Invece di ascoltare questo grido di aiuto del popolo palestinese, le potenze occidentali decisero di castigarlo decretando un embargo totale contro la Cisgiordania e Gaza. Seguendo ancora una volta Israele (che immediatamente dopo la vittoria elettorale di Hamas aveva bloccato unilateralmente i trasferimenti dei proventi di imposte e dazi di cui le Autorità palestinesi erano i legittimi titolari), U.S.A. e U.E. congelarono il flusso di aiuti finanziari causando una vera e propria catastrofe umanitaria, ciò allo scopo di costringere un intero popolo a piegare la schiena e ad abbandonare la resistenza.

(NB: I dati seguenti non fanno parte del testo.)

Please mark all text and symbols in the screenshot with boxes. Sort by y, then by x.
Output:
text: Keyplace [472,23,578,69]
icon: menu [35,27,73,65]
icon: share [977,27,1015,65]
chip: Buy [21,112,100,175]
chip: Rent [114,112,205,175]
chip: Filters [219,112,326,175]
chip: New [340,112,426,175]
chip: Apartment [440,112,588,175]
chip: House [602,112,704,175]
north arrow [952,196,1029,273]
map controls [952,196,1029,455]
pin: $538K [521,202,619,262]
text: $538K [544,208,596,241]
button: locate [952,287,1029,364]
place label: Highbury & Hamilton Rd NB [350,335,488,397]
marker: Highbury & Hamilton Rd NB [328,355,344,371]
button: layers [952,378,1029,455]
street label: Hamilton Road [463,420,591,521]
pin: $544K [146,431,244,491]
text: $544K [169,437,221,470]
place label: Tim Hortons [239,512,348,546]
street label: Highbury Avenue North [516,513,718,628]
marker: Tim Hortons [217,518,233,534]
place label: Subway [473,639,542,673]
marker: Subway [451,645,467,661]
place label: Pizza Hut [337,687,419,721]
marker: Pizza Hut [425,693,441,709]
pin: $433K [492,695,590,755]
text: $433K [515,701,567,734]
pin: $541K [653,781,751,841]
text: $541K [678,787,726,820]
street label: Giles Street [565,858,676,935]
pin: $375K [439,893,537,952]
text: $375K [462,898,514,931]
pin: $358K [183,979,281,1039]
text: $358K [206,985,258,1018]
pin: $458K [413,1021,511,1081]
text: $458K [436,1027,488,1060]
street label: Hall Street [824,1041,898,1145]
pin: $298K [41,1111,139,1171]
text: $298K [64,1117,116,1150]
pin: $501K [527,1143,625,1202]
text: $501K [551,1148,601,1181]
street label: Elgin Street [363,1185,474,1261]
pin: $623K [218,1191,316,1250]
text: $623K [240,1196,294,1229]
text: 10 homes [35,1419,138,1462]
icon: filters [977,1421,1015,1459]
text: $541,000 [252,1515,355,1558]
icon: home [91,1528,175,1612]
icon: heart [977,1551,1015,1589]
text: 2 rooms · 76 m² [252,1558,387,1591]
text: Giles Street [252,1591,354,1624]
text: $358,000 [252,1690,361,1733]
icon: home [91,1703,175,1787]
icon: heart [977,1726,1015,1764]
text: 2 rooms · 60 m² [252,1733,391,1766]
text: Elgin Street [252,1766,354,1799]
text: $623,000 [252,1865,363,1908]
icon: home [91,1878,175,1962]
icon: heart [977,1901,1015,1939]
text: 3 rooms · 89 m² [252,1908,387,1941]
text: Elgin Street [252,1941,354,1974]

Questa politica, proprio come speravano i suoi architetti, ha dato poi il suo frutto più amaro: una fratricida battaglia nel campo palestinese. Coloro che avevano perso le elezioni, con lo sfacciato appoggio di Israele e dei suoi alleati occidentali, hanno rovesciato il governo democraticamente eletto per rimpiazzarlo con un altro abusivo. Hanno poi scatenato, in combutta con le autorità sioniste, la caccia ai loro avversari, annunciando l’illegalizzazione di Hamas col pretesto di una nuova legge per cui solo chi riconosce Israele potrà presentarsi alle elezioni. USA ed UE, una volta giustificato il golpe, sono giunte in soccorso di questo governo illegittimo abolendo le sanzioni verso le zone da esso controllate, e mantenendole invece per Gaza.


Un milione e mezzo di esseri umani restano dunque sotto assedio, accerchiati dal filo spinato, senza possibilità né di uscire né di entrare. Come nei campi di concentramento nazisti essi sopravvivono in condizioni miserabili, senza cibo né acqua, senza elettricità né servizi sanitari essenziali. Come se non bastasse l’esercito israeliano continua a martellare Gaza con bombardamenti e incursioni terrestri pressoché quotidiani in cui periscono quasi sempre cittadini inermi.

Una parola soltanto può descrivere questo macello: genocidio!

Una mobilitazione immediata è necessaria affinché venga posto fine a questa tragedia.


Ci rivolgiamo al governo Prodi affinché:

1. Rompa l’embargo contro Gaza cessando di appoggiare la politica di due pesi e due misure per cui chi sostiene al-Fatah mangia e chi sta con Hamas crepa;

2. si faccia carico in tutte le sedi internazionali sia dell’urgenza di aiutare la popolazione assediata sia di quella di porre fine all’assedio militare di Gaza;

3. annulli la decisione del governo Berlusconi di considerare Hamas un’organizzazione terrorista riconoscendola invece quale parte integrante del popolo palestinese;

4. cancelli il Trattato di cooperazione con Israele sottoscritto dal precedente governo.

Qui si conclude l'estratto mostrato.